眼底憋着一腔怨气,清清楚楚知道自己是被联手算计,满心不甘,偏偏毫无反击之力。
身侧的景元笑得一脸戏谑散漫,看热闹看得不亦乐乎,语气欠揍地故意调侃:
“我说应星,平日里还是要懂得节制,好好爱惜自己的身子才对啊。”
一句话精准戳中痛点。
应星狠狠甩去一记白眼,嗓音沙哑不耐,当场回怼:“千年单身狗少在这里高谈阔论,闭嘴。”

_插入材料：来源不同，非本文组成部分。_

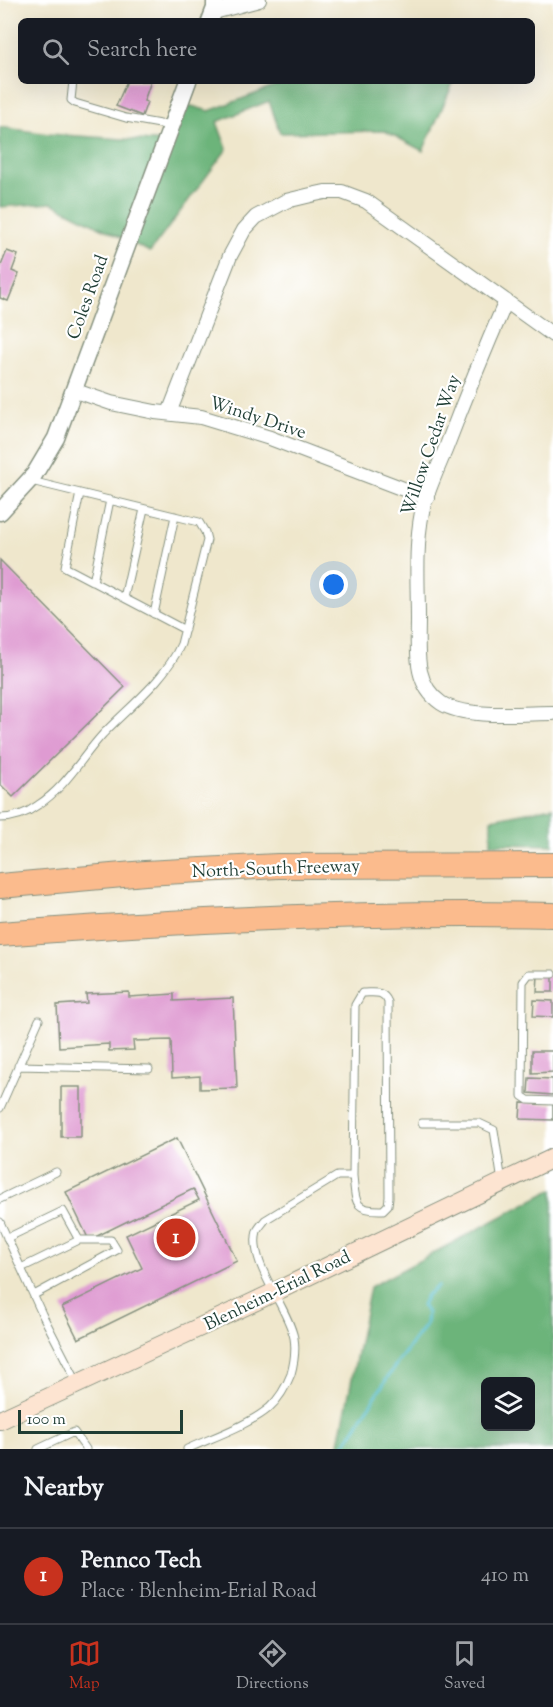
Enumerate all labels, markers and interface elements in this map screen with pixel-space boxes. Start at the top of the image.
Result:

简简单单一句,直接给景元怼得哑口无言,笑意僵在脸上,当场破防。
屋内烟火喧闹,窗外日光正好。
墨良缓步走到雕花窗前,指尖轻抵窗沿。
抬眸望去,整片仙舟罗浮尽收眼底。
长衢井然,楼阁连绵,街上车水马龙,万物欣欣向荣,连日的阴雨彻底散尽,天光澄澈明媚。
回身再看包厢里,佳肴摆满长桌,酒香淡淡弥散,酒杯碰撞清脆悦耳,闲谈声、笑声、打趣声交织在一起,温馨又圆满。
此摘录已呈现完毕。